● Exercise description:
Give the number of lines in the following entries that contain the word "VIESTURA", with nothing added.

[Stored data]
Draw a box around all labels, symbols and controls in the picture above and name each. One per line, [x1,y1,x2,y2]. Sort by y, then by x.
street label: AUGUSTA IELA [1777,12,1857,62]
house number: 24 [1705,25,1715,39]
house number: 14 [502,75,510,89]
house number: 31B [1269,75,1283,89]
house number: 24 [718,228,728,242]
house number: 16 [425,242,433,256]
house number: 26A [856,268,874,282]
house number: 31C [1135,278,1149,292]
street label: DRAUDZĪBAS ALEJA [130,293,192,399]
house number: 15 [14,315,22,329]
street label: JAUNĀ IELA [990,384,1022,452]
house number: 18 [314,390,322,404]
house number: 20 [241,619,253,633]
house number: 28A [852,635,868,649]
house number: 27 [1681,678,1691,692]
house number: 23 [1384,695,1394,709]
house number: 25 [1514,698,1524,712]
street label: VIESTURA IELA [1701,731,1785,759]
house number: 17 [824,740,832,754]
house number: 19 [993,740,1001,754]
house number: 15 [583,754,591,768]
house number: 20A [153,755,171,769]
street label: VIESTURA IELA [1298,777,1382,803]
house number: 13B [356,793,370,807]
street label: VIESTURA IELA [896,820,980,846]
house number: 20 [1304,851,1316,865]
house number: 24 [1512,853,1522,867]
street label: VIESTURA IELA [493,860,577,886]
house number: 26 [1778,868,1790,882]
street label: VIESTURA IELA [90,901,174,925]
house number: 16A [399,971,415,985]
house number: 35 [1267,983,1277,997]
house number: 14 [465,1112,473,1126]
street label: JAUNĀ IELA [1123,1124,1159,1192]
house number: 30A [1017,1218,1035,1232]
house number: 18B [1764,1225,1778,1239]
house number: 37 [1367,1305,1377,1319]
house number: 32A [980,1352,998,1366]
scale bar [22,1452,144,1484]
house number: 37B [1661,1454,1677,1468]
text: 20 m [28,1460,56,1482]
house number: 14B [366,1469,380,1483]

● Response box:
5